| You often don't need anywhere near the amount of compute in these papers to get similar performance. Suppose you're a business that needs to play games. Most people seem to think that it's a matter of plugging in the settings from the paper, buying the same hardware, then clicking a button and waiting. It's not. The specific settings matter a lot. But my main point is that you'll get most of your performance pretty rapidly. The only reason to leave it running for so long is to get that last N%, which is nice for benchmarks but not for business. DeepMind overspends. Actually, they don't; they're not paying anywhere close to the price of a 256 core TPU. (Many external companies aren't, either, and you can get a good deal by negotiating with the Cloud TPU team.) But you don't need a 256 core TPU. Lots of times, these algorithms simply do not require the amount of compute that people throw at the problem. On the other hand, you can also usually get access to that kind of compute. A 256 core TPU isn't beyond reach. I'm pretty sure I could create one right now. It's free, thanks to TFRC, and you yourself can apply (and be approved). I was. https://sites.research.google/trc/ It kills me that it's so hard to replicate these papers, which is most of the motivation for my comment here. Ultimately, you're right: "How much compute?" is a big unknown. But the lower bound is much lower than most people realize (and most researchers). |
"IMPALA with 1 learner takes only around 10 hours to reach the same performance that A3C approaches after 7.5 days." says the paper, but I can run A3C on a cheap CPU-only server but to get that IMPALA timing, I need to spend a lot of money. But my biggest roadblock so far is that I need compute far exceeding what the papers claim.

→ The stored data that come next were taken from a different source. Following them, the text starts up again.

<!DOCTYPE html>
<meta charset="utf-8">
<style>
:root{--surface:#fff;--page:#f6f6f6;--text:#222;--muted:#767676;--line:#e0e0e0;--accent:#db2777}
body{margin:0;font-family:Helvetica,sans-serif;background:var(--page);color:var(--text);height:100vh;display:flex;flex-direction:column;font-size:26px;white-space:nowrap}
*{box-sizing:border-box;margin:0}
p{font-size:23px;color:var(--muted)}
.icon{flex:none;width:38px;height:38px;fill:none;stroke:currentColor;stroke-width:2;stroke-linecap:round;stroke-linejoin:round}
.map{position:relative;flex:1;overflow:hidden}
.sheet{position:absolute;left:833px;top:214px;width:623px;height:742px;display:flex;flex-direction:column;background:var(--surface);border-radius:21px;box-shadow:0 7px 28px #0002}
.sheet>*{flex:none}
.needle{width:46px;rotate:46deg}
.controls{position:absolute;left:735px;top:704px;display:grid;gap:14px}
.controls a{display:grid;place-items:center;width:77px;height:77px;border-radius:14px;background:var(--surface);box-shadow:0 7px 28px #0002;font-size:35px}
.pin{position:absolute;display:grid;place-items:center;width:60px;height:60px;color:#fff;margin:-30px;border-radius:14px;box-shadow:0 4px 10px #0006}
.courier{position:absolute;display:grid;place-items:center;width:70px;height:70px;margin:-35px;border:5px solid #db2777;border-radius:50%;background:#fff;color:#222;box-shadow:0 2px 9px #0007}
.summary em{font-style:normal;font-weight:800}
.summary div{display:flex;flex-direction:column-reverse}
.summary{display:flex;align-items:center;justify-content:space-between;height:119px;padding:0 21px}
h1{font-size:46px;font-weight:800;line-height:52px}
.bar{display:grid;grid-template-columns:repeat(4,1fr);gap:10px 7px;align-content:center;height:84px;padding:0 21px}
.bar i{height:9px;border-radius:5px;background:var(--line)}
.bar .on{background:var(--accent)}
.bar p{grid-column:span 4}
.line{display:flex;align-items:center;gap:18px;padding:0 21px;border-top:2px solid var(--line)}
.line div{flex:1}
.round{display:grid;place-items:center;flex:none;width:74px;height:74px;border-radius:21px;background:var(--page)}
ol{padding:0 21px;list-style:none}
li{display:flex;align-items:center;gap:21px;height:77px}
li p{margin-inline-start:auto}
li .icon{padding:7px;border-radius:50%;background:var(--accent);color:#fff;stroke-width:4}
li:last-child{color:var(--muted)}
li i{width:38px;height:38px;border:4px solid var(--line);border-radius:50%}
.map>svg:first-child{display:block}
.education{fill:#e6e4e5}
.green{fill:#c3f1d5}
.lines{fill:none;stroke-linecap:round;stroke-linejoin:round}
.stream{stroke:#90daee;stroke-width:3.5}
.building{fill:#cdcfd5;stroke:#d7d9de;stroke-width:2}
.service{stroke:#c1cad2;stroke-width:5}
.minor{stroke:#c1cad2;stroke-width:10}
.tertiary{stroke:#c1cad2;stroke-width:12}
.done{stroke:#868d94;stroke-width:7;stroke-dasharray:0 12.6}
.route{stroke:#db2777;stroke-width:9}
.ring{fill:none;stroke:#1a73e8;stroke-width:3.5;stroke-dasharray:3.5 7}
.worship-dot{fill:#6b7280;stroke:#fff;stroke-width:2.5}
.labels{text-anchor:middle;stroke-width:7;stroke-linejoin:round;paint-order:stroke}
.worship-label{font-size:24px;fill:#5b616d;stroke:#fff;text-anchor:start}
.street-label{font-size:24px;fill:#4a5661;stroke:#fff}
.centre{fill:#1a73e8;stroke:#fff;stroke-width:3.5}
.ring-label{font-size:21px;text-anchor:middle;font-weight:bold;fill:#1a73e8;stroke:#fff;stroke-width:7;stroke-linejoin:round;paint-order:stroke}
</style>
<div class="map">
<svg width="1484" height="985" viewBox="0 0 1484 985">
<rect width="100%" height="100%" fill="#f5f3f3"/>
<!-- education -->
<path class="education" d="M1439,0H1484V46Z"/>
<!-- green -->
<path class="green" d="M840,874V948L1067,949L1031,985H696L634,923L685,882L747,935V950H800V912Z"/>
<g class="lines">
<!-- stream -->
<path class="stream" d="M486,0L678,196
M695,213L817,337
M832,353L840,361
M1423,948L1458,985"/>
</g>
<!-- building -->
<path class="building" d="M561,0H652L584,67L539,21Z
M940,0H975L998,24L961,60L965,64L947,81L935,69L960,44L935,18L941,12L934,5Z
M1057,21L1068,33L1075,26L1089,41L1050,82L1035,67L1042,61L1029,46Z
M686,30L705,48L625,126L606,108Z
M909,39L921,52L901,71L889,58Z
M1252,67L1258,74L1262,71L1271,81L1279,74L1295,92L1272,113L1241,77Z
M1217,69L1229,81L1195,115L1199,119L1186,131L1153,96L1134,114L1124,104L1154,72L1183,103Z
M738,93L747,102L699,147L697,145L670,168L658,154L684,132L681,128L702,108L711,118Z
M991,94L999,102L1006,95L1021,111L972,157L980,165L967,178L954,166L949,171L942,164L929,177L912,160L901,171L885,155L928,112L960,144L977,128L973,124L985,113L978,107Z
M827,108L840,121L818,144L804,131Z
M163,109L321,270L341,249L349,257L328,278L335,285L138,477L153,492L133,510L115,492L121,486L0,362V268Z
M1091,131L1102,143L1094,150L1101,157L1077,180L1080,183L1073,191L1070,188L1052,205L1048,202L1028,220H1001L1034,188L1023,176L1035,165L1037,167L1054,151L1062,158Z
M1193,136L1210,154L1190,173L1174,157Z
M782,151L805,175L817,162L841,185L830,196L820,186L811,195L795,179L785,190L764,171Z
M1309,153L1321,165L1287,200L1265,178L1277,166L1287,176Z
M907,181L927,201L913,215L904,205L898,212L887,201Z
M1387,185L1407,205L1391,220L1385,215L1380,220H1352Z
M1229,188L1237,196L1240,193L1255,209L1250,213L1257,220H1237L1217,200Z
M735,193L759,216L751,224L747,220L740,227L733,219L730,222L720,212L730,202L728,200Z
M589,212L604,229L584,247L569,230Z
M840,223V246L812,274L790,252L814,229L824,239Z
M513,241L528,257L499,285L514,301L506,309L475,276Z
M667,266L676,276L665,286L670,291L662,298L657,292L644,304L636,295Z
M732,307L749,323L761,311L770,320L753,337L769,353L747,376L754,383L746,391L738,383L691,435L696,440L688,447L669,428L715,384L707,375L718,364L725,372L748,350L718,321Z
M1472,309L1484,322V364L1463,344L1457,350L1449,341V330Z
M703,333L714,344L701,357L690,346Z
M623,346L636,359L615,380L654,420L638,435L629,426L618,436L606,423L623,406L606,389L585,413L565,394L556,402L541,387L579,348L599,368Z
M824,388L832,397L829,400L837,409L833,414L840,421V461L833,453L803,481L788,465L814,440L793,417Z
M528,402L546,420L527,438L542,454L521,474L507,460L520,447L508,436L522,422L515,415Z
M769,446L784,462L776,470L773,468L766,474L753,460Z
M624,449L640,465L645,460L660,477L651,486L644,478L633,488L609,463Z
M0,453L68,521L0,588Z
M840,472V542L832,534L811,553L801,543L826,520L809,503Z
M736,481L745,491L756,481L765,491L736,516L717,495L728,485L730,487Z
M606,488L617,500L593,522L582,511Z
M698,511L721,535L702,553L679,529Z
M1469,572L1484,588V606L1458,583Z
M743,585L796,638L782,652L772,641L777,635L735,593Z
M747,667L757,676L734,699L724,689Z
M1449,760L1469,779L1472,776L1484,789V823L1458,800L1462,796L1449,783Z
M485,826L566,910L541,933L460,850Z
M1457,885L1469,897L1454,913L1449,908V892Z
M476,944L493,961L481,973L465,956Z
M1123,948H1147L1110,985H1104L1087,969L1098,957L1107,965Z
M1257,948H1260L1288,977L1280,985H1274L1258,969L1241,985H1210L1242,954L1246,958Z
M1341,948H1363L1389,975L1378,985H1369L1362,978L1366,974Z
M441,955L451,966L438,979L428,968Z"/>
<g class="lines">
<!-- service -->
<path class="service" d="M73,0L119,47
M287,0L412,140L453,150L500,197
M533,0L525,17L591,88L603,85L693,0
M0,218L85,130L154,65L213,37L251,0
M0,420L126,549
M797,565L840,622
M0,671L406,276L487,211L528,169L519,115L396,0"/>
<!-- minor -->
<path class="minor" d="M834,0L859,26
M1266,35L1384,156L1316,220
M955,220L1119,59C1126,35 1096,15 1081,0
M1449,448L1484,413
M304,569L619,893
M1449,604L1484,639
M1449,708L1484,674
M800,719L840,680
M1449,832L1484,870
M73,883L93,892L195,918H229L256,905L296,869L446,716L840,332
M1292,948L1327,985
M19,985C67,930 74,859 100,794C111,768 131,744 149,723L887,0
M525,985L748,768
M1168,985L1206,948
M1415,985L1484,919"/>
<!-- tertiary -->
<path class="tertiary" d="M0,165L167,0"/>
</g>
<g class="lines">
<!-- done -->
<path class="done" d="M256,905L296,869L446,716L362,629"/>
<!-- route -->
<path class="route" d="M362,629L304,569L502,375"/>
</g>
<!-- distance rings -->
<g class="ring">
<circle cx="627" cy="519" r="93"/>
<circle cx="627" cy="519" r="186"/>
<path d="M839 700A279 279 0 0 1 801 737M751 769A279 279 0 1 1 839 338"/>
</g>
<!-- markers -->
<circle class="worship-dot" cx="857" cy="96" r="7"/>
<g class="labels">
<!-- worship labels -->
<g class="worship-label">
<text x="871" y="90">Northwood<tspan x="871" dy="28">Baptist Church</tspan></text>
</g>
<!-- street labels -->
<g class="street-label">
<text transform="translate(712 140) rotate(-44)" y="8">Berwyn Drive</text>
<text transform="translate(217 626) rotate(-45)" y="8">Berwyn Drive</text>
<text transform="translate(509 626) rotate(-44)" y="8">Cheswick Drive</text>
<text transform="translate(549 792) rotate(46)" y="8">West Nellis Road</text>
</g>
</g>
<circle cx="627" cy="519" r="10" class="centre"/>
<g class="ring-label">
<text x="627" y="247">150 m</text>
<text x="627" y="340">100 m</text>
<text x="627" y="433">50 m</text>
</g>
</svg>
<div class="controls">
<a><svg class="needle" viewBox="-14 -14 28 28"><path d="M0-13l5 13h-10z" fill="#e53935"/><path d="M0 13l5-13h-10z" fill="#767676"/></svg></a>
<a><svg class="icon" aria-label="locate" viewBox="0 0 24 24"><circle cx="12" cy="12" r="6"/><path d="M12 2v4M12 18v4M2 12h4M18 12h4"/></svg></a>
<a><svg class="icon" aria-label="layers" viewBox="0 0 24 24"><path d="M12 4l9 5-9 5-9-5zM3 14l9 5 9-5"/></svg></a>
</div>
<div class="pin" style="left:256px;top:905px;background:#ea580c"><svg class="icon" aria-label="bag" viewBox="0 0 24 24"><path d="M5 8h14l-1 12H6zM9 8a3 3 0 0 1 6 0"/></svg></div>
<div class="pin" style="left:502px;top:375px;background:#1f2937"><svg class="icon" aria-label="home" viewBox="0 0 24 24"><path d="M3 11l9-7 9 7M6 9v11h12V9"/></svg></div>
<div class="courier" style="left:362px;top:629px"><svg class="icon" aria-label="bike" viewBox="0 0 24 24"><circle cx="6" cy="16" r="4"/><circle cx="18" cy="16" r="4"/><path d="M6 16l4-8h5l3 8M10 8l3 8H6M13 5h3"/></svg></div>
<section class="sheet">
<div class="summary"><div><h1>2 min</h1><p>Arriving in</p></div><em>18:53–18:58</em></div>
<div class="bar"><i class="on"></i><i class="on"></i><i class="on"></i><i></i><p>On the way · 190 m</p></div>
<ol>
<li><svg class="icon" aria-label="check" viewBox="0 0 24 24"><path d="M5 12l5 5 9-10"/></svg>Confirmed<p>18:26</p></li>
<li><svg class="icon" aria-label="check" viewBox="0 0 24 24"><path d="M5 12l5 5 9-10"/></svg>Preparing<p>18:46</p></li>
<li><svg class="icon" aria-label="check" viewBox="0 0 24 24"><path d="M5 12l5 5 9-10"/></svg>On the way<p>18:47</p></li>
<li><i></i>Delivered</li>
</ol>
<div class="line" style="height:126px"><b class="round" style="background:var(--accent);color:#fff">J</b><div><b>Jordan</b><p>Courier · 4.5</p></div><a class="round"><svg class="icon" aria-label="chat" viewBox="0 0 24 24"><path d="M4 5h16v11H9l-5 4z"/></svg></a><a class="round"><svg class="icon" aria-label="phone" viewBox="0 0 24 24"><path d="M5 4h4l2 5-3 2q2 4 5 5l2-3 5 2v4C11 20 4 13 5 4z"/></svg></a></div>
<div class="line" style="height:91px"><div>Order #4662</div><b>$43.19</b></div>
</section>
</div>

The diagrams for IMPALA show good performance starting at 1e8 environment frames and excellent performance at 1e9 frames. By now, I'm at 2.5e9 frames and performance is still bad. In my opinion, the reason is that the sequence lengths for Bomberland are quite long. To clear a path, you place a bomb, wait 5 ticks for it to become detonatable, then detonate it, then wait 10 ticks for the fire to clear. With 7 possible actions per tick, the chance of randomly executing this 17 tick sequence becomes (1/7)^17 = 4e-15. If I calculate optimistically that all moves are valid, too, while we wait, then I can get up to (1/7)(5/7)^5(1/7)*(5/7)^10 = 1e-4. But that still means that at 1e8 env steps, I only have 1000 successful executions to learn from.